DATASET CONTENT -

%%

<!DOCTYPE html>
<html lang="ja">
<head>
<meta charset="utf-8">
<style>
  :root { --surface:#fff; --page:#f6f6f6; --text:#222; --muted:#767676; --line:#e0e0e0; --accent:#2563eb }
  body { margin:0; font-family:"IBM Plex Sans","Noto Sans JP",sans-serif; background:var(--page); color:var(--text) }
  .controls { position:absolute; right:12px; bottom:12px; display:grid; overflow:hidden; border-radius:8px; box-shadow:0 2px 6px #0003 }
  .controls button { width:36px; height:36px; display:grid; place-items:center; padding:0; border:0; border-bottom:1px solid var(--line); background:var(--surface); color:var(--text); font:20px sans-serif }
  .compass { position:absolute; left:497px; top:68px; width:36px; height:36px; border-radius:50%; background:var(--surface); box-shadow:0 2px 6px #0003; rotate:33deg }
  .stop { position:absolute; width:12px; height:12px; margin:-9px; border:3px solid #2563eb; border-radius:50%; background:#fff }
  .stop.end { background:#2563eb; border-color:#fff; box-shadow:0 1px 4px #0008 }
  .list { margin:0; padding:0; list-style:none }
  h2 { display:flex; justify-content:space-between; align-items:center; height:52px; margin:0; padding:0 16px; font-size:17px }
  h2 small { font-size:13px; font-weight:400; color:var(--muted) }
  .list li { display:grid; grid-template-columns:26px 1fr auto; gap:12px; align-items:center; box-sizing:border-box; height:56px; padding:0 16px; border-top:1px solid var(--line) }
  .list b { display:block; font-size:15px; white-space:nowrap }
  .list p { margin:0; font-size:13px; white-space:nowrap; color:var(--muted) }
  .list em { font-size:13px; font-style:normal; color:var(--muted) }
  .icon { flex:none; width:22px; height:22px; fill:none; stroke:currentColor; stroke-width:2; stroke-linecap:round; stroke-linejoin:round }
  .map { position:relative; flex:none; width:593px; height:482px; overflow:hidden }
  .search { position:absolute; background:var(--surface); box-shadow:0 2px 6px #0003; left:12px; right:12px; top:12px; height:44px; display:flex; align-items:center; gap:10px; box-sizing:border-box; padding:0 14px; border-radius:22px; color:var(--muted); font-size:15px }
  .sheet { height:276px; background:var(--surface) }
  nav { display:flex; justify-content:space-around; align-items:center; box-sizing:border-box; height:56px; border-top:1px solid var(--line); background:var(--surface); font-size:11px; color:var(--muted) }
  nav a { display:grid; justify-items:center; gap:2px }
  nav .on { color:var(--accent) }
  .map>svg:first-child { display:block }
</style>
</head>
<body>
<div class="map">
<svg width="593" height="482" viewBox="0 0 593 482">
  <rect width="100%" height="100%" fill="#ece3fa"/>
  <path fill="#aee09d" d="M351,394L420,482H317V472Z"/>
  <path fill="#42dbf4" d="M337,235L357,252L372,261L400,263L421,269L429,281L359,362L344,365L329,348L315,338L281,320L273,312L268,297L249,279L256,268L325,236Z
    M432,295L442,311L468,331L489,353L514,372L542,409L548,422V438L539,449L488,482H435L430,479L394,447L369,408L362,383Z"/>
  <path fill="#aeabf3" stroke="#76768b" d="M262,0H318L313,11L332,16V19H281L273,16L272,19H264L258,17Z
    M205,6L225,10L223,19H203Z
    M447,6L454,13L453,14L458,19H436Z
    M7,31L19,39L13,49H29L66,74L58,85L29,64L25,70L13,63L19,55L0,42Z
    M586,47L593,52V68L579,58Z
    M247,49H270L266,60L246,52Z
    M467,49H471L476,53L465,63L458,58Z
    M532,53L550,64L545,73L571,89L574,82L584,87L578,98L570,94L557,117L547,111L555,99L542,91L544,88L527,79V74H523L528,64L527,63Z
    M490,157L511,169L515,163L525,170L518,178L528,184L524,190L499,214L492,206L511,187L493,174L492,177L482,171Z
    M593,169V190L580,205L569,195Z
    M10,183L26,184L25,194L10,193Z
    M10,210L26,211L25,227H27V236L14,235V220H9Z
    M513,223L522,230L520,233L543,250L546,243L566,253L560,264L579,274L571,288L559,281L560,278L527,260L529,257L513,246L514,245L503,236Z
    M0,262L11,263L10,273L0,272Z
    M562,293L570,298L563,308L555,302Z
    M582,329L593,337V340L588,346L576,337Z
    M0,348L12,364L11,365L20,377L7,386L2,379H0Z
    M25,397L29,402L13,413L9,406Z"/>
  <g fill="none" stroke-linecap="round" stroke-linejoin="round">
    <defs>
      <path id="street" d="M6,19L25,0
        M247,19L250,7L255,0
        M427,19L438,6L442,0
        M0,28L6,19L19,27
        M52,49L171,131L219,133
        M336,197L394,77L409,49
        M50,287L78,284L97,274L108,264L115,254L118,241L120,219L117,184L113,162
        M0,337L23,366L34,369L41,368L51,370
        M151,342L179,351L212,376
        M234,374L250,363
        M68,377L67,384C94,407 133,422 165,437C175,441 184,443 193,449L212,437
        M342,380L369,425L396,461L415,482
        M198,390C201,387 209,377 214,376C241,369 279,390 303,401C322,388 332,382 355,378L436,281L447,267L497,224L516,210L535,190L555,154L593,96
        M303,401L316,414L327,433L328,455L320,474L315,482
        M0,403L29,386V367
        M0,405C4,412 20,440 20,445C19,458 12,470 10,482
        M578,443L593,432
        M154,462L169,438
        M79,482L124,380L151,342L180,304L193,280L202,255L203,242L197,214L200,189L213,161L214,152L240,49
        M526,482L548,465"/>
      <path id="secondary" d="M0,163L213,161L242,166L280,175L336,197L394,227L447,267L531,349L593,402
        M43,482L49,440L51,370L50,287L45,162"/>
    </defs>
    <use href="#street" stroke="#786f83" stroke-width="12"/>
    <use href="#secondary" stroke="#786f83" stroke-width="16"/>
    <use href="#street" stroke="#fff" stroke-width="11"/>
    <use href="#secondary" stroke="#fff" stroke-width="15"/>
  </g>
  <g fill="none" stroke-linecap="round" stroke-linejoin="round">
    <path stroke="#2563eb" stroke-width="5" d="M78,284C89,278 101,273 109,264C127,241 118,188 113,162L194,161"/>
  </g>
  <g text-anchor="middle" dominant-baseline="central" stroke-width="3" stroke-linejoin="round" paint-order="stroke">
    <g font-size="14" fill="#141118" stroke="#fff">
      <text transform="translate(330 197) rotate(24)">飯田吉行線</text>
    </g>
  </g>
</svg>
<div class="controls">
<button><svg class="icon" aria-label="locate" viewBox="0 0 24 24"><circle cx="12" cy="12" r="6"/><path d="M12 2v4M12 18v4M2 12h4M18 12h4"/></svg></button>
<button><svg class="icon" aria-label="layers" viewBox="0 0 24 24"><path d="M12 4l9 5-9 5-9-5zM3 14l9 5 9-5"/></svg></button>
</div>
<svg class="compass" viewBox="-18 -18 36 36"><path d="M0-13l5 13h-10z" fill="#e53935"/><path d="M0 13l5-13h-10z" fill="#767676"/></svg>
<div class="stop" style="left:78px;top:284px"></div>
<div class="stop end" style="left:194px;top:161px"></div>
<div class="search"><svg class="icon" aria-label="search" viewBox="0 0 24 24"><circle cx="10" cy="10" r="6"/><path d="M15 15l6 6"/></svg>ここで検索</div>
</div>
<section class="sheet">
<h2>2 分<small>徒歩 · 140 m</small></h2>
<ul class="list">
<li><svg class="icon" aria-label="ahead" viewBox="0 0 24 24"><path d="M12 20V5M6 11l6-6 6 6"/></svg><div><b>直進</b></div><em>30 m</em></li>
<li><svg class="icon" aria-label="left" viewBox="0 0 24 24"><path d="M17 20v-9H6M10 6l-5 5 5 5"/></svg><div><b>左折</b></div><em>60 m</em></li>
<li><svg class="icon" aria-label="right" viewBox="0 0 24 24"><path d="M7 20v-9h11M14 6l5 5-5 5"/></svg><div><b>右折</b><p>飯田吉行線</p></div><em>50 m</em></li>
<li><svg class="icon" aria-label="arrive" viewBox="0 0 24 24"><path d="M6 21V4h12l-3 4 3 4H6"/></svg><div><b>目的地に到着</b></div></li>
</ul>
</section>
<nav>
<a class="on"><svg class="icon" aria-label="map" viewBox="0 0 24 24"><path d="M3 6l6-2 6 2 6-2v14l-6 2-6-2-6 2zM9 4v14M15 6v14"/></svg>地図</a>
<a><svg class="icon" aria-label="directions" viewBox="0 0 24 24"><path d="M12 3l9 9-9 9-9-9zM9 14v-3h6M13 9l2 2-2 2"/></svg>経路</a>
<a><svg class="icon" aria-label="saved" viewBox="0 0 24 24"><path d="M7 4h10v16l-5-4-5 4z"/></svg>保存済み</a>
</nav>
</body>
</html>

%%

WHAT YOU HAVE TO DO - Among the records above, a stretch begins at the line containing "margin:0; font-size:13px; white-space:nowrap;" and ends at the line containing "flex:none; width:22px; height:22px;". Restate that stretch word for word, and nothing else.

SOLUTION TO THE EXERCISE -
  .list p { margin:0; font-size:13px; white-space:nowrap; color:var(--muted) }
  .list em { font-size:13px; font-style:normal; color:var(--muted) }
  .icon { flex:none; width:22px; height:22px; fill:none; stroke:currentColor; stroke-width:2; stroke-linecap:round; stroke-linejoin:round }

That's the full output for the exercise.